About this exercise:
Below are entries; work out how many of their lines hold "names", giving only that number.

--- START ---

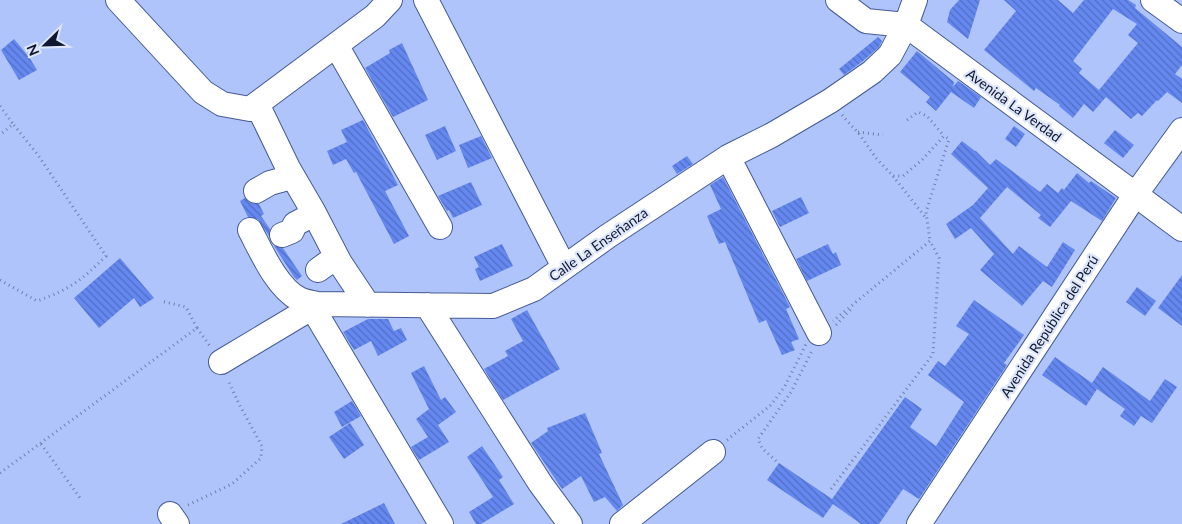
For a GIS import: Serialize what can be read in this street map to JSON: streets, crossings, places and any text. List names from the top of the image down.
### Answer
{
  "streets": {
    "street": ["Avenida La Verdad", "Calle La Enseñanza", "Avenida República del Perú"]
  },
  "crossings": [
    ["Avenida La Verdad", "Calle La Enseñanza"],
    ["Avenida La Verdad", "Avenida República del Perú"]
  ],
  "north": "bottom left"
}
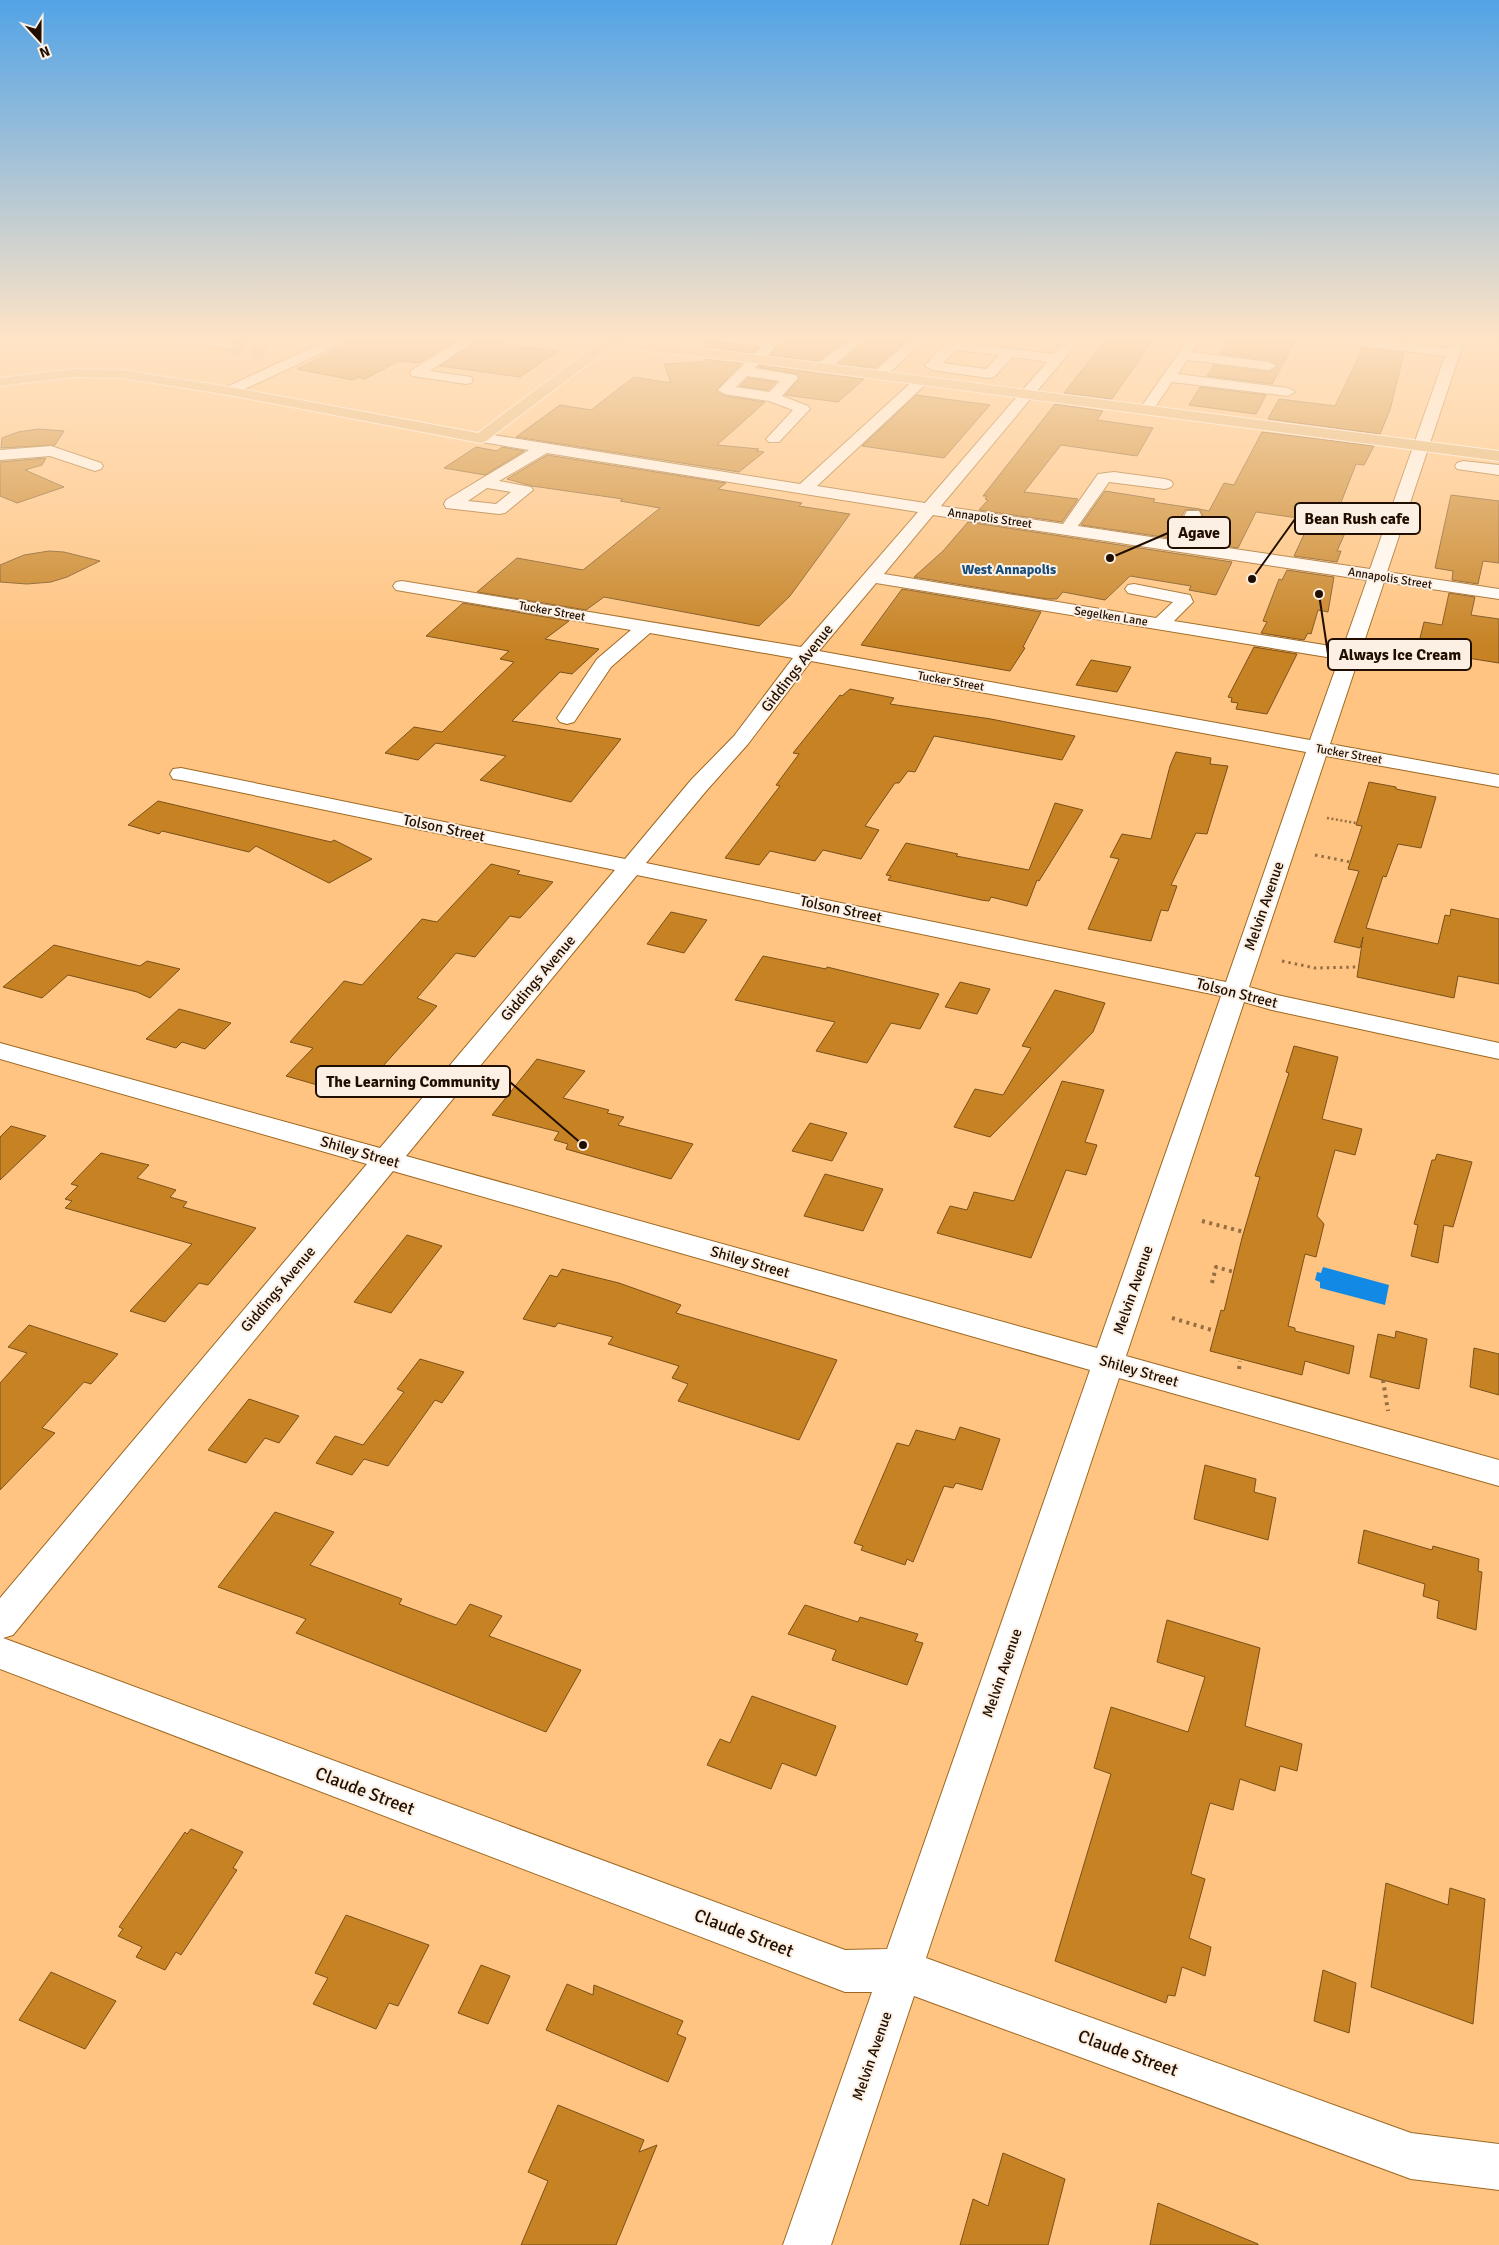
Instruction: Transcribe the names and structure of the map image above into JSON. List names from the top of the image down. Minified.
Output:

--- END ---

Your solution:
2